### WHAT THE EXERCISE ASKS
What you produce should match the records below precisely, except that images are removed.

### RECORDS FOR THE TASK
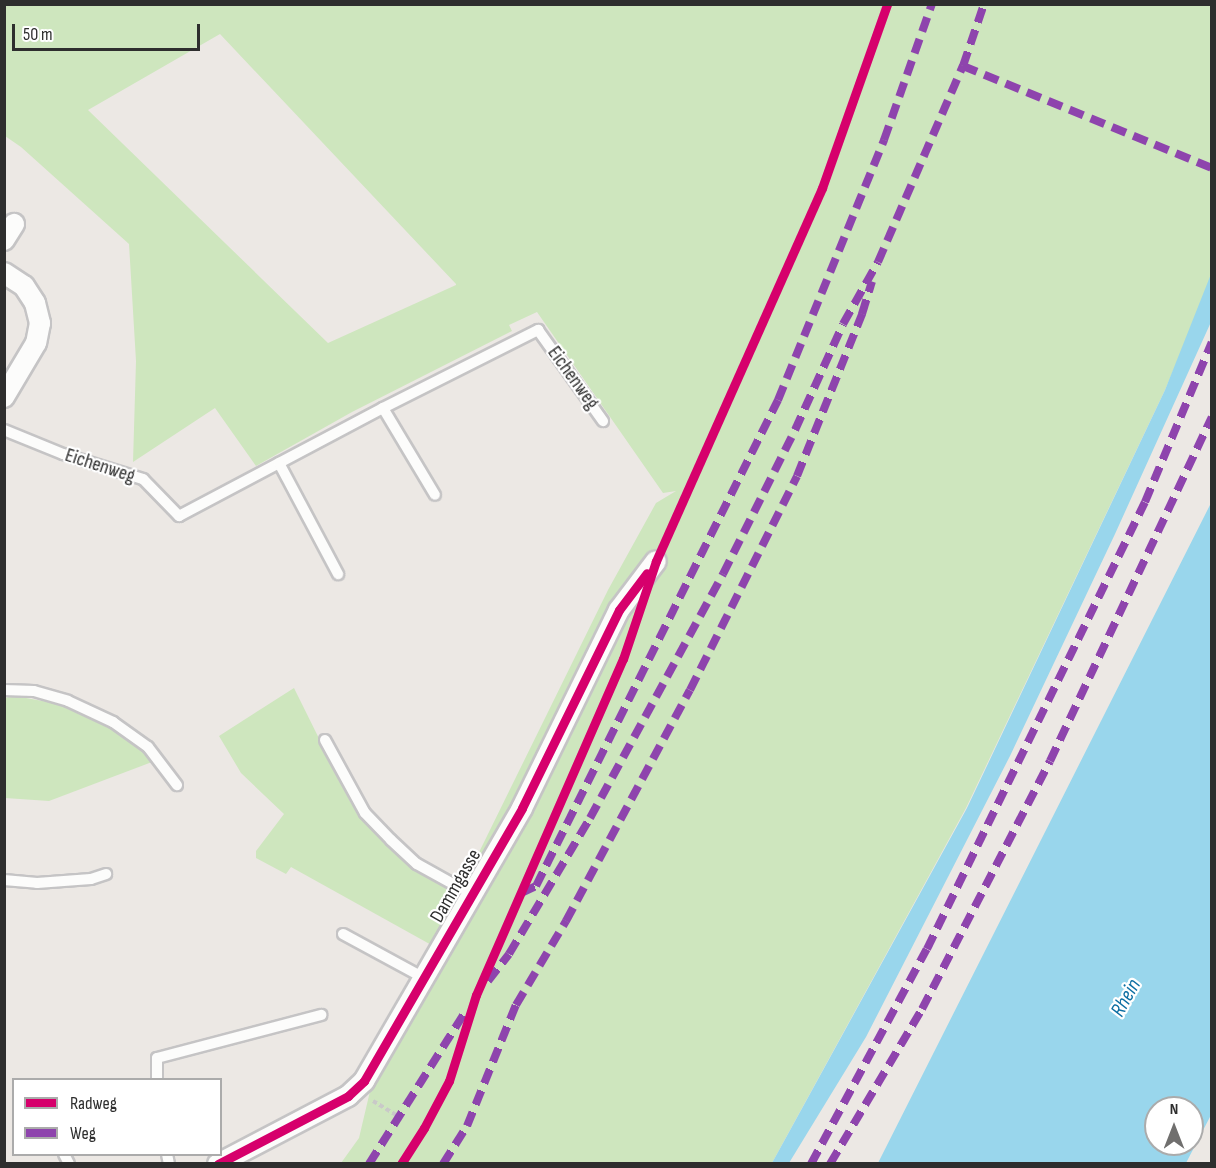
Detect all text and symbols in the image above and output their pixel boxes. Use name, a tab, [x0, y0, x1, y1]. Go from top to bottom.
scale bar	[15, 12, 202, 50]
text: 50 m	[23, 24, 53, 45]
street label: Eichenweg	[542, 342, 604, 414]
street label: Eichenweg	[62, 443, 138, 489]
street label: Dammgasse	[425, 845, 487, 927]
water label: Rhein	[1106, 975, 1146, 1021]
legend	[12, 1078, 222, 1156]
text: Radweg	[70, 1093, 117, 1114]
north arrow	[1144, 1096, 1204, 1156]
text: N	[1170, 1100, 1178, 1119]
text: Weg	[70, 1123, 96, 1144]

### WRITTEN SOLUTION
Detect all text and symbols in the image above and output their pixel boxes. Use name, a tab, [x0, y0, x1, y1]. Go from top to bottom.
scale bar	[15, 12, 202, 50]
text: 50 m	[23, 24, 53, 45]
street label: Eichenweg	[542, 342, 604, 414]
street label: Eichenweg	[62, 443, 138, 489]
street label: Dammgasse	[425, 845, 487, 927]
water label: Rhein	[1106, 975, 1146, 1021]
legend	[12, 1078, 222, 1156]
text: Radweg	[70, 1093, 117, 1114]
north arrow	[1144, 1096, 1204, 1156]
text: N	[1170, 1100, 1178, 1119]
text: Weg	[70, 1123, 96, 1144]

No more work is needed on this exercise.